Directions for this task: Locate the line that contains "Quick job: Describe". Reproduce it and all following lines up to the end of the material, exactly and with nothing added.

-------- Supplied data

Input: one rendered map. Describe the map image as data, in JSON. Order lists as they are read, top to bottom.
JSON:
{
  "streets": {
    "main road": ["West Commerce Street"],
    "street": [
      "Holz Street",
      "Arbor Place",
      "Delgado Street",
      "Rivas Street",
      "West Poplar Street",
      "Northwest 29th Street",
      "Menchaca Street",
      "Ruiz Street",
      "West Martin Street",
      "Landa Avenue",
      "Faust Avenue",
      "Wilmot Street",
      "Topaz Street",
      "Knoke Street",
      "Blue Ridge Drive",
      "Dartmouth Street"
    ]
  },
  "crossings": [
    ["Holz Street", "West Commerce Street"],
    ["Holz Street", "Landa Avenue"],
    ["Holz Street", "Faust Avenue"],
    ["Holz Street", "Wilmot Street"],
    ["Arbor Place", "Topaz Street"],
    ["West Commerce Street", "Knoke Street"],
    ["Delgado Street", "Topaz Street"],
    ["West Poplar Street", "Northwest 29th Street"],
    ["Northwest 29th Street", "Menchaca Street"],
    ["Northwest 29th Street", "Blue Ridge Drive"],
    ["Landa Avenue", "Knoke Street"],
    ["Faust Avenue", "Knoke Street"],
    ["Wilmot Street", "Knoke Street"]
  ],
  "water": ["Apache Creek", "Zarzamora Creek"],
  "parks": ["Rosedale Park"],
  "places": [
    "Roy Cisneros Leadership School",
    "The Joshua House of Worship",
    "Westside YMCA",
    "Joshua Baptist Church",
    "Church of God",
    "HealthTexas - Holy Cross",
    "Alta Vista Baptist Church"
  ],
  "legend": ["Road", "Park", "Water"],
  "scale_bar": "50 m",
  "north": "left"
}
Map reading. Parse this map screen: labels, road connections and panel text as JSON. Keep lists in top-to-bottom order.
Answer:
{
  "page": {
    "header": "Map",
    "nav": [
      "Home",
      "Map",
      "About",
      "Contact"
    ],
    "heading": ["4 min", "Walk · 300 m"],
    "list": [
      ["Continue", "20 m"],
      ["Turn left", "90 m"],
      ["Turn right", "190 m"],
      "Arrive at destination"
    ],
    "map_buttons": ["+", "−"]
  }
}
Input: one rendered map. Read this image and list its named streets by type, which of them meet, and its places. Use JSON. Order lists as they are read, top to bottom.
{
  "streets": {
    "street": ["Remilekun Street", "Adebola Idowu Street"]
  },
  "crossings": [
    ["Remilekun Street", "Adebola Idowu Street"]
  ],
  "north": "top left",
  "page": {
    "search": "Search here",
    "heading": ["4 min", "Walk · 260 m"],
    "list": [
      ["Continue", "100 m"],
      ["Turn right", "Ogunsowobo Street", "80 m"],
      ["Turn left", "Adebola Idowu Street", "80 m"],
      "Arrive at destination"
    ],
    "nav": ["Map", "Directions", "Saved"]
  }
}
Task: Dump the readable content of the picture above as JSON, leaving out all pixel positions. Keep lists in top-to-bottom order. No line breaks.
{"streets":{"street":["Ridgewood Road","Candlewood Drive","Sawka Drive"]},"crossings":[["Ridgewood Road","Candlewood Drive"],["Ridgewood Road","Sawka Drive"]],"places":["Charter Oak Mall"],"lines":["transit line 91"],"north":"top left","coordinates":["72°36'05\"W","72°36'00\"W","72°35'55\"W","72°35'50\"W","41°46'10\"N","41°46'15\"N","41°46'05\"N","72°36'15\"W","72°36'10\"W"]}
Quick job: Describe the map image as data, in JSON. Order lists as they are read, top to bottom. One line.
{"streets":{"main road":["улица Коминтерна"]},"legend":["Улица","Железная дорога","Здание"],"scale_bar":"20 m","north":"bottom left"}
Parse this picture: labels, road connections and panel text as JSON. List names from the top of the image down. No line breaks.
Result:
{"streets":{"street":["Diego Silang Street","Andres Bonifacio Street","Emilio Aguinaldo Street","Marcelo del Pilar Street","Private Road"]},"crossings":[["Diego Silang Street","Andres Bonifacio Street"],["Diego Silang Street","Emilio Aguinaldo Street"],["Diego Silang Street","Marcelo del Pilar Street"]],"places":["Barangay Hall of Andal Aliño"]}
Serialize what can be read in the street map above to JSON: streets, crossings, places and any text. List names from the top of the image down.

----------------

Answer space:
Quick job: Describe the map image as data, in JSON. Order lists as they are read, top to bottom. One line.
{"streets":{"main road":["улица Коминтерна"]},"legend":["Улица","Железная дорога","Здание"],"scale_bar":"20 m","north":"bottom left"}
Parse this picture: labels, road connections and panel text as JSON. List names from the top of the image down. No line breaks.
Result:
{"streets":{"street":["Diego Silang Street","Andres Bonifacio Street","Emilio Aguinaldo Street","Marcelo del Pilar Street","Private Road"]},"crossings":[["Diego Silang Street","Andres Bonifacio Street"],["Diego Silang Street","Emilio Aguinaldo Street"],["Diego Silang Street","Marcelo del Pilar Street"]],"places":["Barangay Hall of Andal Aliño"]}
Serialize what can be read in the street map above to JSON: streets, crossings, places and any text. List names from the top of the image down.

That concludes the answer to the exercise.